Kesesatan dan kejahilan menyerupai banjir yang siap membinasakan manusia, seorang tak akan selamat darinya kecuali ia mengambil perahu sunnah yang siap mengantarkannya ke surga Allah.
Ibnu Wahb -rahimahullah- berkata, "Kami pernah di sisi Malik seraya saya sebutkan "sunnah". Imam Malik berkata,
السنة سفينة نوح من ركبها نجا ومن تخلف عنها غرق
"Sunnah yaitu (ibarat) perahu Nabi Nuh; barangsiapa yang menumpanginya, maka ia selamat dan barangsiapa yang tertinggal darinya, maka ia akan tenggelam". [HR. Ibnu Asakir dalam Tarikh Dimasyqo (14/9) dan Abu Isma'il Al-Harowiy dalam Dzammul Kalam (no. 872)]

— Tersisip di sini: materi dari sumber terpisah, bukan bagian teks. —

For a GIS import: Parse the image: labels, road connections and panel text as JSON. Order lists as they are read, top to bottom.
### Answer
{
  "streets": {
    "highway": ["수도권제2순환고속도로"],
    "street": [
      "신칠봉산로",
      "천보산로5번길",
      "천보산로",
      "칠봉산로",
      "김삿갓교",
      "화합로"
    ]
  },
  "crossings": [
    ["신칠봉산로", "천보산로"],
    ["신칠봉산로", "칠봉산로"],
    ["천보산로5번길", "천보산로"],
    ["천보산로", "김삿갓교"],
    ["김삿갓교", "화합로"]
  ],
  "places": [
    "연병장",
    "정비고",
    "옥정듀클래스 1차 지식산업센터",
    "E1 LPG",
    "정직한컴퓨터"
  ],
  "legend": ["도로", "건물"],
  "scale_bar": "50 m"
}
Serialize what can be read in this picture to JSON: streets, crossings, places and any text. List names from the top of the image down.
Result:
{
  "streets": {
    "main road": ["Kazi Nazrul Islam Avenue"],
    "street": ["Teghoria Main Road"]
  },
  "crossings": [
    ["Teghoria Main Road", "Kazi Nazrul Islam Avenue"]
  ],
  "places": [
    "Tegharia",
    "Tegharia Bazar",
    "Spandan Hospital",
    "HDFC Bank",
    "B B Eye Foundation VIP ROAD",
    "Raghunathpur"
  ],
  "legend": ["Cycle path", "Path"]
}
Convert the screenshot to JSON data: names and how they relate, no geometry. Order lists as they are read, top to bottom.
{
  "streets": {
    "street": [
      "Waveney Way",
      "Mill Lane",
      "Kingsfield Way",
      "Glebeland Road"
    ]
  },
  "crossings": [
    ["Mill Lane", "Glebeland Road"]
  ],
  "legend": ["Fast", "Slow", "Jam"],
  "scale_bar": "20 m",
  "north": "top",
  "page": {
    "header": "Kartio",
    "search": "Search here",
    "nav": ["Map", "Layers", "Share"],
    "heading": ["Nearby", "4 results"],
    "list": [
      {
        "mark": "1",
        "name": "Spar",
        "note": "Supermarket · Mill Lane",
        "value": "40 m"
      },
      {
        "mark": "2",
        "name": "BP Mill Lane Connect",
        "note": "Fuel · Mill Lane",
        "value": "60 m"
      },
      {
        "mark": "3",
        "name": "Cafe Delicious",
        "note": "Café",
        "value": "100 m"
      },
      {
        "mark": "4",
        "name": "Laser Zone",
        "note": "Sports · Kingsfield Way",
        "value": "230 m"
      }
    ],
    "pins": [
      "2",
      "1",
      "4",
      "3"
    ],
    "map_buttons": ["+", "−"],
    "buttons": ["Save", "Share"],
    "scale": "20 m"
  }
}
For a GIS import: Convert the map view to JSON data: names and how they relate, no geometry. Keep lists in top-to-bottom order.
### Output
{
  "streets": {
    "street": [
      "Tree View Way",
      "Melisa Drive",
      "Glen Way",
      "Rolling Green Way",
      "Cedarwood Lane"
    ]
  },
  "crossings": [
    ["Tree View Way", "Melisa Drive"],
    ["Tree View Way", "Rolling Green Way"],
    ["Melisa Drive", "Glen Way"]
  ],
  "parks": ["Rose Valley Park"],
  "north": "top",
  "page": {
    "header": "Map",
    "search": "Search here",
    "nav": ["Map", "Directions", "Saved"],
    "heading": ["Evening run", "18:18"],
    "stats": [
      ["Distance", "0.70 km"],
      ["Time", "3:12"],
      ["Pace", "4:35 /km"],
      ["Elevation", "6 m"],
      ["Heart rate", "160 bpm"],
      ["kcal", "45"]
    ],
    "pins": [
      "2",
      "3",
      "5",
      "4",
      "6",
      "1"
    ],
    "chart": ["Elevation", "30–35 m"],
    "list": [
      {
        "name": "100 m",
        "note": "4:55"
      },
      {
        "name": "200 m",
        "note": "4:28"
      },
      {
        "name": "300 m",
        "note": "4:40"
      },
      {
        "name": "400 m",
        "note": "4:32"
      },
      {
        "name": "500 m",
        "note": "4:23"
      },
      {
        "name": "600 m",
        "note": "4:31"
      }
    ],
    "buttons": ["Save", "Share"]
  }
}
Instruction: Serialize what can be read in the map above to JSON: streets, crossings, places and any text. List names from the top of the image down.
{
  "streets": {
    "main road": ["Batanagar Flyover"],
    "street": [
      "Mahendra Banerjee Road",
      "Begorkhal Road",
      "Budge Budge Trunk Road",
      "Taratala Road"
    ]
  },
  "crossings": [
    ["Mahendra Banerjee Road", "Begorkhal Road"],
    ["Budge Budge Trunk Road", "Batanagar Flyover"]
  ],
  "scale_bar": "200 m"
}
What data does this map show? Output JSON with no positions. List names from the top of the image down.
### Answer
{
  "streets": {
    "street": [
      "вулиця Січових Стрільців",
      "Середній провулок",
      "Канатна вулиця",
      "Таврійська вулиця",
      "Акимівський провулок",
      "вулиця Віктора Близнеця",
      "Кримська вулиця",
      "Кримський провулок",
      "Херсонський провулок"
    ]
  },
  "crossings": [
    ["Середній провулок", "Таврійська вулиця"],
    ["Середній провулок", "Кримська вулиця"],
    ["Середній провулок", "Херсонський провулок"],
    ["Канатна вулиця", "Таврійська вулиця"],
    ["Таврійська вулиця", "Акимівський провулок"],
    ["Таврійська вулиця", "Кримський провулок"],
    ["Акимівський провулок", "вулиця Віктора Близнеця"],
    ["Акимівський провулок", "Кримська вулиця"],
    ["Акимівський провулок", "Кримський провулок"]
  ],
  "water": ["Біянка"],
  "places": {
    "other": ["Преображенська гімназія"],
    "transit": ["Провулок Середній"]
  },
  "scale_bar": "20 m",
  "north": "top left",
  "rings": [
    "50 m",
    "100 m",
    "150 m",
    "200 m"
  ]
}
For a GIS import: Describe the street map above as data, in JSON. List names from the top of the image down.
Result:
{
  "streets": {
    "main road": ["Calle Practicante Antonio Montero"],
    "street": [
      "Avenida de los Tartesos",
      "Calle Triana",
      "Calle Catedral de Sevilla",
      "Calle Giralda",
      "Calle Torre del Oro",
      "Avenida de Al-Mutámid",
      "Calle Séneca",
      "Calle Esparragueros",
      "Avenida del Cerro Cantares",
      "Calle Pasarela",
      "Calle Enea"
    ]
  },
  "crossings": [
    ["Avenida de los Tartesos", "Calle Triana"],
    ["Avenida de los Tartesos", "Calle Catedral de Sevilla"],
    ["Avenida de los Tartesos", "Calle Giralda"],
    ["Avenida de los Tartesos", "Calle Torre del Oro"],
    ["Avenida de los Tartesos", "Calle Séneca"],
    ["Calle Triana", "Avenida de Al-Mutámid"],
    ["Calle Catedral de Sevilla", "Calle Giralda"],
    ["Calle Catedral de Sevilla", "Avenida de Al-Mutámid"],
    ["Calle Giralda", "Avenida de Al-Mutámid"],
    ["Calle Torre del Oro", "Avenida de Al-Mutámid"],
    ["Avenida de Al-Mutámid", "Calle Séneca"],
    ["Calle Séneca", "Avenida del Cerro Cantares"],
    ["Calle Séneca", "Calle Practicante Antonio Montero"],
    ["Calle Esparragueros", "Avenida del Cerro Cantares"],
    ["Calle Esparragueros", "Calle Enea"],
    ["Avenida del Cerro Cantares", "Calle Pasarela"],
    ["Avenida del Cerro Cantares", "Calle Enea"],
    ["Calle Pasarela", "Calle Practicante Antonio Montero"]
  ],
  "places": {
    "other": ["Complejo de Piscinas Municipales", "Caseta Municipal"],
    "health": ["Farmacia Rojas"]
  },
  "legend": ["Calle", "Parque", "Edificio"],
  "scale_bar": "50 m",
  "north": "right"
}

Wahai kaum muslimin, bila anda ingin selamat, maka peganglah Al-Qur'an dan Sunnah Rasulullah -Shallallahu alaihi wa sallam-, niscaya kalian akan beruntung dan masuk surga, insya Allah. Akan tetapi kalau kalian mengambil ucapan orang-orang kafir, undang-undang mereka, aturan-aturan kepala suku dan pemimpin adat, maka kalian pasti akan sesat!!